**WORK ORDER:**
Using "align" as the search string, find the matching lines below and copy them.

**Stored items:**
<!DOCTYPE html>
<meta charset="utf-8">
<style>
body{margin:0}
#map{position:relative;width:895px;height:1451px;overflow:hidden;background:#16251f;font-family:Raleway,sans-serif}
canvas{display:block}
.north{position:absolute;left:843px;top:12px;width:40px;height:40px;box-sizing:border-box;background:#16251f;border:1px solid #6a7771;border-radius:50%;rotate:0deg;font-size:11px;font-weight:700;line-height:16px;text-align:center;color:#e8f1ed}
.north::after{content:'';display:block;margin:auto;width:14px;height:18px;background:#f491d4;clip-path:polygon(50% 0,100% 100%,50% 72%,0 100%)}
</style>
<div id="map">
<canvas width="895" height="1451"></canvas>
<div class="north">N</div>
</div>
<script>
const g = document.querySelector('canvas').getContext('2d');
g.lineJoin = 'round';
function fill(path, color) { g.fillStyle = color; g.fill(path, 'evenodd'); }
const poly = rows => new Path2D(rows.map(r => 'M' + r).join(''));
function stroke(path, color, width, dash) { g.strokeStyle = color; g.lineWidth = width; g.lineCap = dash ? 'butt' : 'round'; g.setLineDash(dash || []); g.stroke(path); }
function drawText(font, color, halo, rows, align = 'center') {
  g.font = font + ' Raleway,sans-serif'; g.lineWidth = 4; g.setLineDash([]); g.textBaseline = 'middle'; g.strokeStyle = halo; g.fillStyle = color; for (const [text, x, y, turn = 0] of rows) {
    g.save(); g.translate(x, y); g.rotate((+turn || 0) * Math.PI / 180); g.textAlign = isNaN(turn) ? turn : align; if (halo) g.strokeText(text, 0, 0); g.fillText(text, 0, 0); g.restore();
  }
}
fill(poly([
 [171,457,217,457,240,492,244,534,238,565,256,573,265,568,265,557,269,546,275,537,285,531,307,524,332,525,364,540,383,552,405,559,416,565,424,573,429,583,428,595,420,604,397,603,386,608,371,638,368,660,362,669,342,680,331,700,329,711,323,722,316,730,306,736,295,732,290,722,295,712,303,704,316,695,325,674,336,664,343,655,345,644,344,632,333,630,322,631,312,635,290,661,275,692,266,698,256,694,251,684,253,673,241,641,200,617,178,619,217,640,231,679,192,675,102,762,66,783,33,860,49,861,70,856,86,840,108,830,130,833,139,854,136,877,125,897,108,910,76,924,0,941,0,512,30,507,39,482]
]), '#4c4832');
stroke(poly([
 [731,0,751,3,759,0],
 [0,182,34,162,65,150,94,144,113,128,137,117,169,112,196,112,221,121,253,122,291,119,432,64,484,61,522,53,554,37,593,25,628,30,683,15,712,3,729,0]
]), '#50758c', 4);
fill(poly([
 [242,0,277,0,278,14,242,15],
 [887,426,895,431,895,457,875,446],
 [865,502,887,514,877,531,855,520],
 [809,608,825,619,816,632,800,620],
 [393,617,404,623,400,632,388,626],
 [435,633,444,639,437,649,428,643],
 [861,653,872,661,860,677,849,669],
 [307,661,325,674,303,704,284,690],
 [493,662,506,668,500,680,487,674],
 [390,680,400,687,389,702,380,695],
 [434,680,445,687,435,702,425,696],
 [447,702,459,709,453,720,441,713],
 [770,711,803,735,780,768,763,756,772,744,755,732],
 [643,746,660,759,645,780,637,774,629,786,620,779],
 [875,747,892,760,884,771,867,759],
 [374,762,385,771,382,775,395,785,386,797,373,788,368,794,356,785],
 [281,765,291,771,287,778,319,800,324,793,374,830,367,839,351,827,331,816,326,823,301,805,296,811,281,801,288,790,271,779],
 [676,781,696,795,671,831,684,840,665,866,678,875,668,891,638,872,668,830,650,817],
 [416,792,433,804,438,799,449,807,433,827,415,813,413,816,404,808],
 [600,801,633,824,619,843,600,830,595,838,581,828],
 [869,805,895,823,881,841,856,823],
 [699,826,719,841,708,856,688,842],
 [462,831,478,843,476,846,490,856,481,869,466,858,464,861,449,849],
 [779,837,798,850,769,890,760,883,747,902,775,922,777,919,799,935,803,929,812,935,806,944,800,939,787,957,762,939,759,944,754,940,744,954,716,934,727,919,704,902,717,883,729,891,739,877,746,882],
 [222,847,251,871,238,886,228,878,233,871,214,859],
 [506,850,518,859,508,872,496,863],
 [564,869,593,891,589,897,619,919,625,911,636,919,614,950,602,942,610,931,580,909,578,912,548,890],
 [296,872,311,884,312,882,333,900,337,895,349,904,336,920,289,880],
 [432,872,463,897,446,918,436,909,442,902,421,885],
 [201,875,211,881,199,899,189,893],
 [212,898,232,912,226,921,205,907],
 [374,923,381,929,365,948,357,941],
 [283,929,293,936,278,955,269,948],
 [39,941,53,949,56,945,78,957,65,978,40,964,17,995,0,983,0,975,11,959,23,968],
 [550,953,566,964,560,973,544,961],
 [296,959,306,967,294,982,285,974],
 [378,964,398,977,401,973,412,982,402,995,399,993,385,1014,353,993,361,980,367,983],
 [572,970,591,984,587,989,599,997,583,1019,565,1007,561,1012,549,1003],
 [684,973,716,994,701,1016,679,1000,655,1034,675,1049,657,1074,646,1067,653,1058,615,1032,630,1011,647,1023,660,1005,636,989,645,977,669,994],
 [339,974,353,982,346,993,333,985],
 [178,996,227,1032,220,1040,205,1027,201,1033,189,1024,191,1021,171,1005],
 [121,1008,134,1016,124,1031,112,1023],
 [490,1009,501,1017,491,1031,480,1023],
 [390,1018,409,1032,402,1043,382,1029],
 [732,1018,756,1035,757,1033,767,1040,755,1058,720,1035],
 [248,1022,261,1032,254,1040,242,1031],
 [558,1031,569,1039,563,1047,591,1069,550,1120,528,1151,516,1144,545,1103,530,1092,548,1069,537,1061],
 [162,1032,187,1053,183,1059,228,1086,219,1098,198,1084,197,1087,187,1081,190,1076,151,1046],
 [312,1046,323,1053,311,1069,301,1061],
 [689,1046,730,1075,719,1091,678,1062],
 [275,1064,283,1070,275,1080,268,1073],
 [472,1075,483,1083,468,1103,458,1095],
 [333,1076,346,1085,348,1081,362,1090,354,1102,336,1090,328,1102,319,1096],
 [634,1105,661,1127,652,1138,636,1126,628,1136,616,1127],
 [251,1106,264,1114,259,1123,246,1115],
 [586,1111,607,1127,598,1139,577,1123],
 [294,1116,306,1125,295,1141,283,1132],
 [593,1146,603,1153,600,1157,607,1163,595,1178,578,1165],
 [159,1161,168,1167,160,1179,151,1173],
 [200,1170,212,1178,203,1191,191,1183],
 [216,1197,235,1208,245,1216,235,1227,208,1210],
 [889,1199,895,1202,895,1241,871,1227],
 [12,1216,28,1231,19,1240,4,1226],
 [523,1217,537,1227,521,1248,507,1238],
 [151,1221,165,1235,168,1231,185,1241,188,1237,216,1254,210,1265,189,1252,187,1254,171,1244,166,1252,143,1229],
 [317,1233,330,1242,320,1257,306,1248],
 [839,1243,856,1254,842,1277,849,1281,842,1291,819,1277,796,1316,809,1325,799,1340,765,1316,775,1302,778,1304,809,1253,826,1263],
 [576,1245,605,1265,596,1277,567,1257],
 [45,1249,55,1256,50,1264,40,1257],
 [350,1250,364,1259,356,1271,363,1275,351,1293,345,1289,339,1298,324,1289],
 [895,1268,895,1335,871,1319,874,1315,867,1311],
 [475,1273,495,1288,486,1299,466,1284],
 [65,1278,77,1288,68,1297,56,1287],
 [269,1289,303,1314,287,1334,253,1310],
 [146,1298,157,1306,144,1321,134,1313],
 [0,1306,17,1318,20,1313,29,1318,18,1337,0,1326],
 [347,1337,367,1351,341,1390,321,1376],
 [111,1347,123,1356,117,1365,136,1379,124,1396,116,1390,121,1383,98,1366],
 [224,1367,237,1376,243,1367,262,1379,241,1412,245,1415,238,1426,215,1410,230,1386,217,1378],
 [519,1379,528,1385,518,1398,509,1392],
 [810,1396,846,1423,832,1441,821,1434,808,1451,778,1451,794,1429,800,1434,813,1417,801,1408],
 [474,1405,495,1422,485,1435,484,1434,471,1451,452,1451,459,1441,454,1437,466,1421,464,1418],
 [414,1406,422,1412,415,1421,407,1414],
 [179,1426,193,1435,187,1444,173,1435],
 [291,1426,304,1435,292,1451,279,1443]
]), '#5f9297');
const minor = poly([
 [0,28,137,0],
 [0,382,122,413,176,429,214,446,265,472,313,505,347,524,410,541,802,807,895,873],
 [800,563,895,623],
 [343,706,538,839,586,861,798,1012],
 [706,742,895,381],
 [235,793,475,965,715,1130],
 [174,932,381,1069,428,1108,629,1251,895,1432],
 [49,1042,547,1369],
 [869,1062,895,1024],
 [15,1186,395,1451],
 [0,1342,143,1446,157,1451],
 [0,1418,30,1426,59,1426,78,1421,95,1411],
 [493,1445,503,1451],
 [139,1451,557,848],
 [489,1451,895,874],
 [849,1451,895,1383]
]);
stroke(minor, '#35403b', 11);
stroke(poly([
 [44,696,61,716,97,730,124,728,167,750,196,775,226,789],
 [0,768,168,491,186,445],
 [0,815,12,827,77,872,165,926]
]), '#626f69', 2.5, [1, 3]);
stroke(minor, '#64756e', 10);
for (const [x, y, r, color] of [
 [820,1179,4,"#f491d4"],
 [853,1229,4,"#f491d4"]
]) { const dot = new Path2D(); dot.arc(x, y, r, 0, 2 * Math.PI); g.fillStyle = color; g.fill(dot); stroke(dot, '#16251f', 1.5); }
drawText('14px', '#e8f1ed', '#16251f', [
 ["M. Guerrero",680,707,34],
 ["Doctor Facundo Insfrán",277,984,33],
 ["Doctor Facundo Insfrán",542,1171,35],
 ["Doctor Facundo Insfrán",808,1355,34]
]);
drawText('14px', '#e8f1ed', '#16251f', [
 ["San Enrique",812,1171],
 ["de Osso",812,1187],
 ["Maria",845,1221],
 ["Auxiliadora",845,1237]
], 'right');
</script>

**ANSWER SECTION:**
.north{position:absolute;left:843px;top:12px;width:40px;height:40px;box-sizing:border-box;background:#16251f;border:1px solid #6a7771;border-radius:50%;rotate:0deg;font-size:11px;font-weight:700;line-height:16px;text-align:center;color:#e8f1ed}
function drawText(font, color, halo, rows, align = 'center') {
    g.save(); g.translate(x, y); g.rotate((+turn || 0) * Math.PI / 180); g.textAlign = isNaN(turn) ? turn : align; if (halo) g.strokeText(text, 0, 0); g.fillText(text, 0, 0); g.restore();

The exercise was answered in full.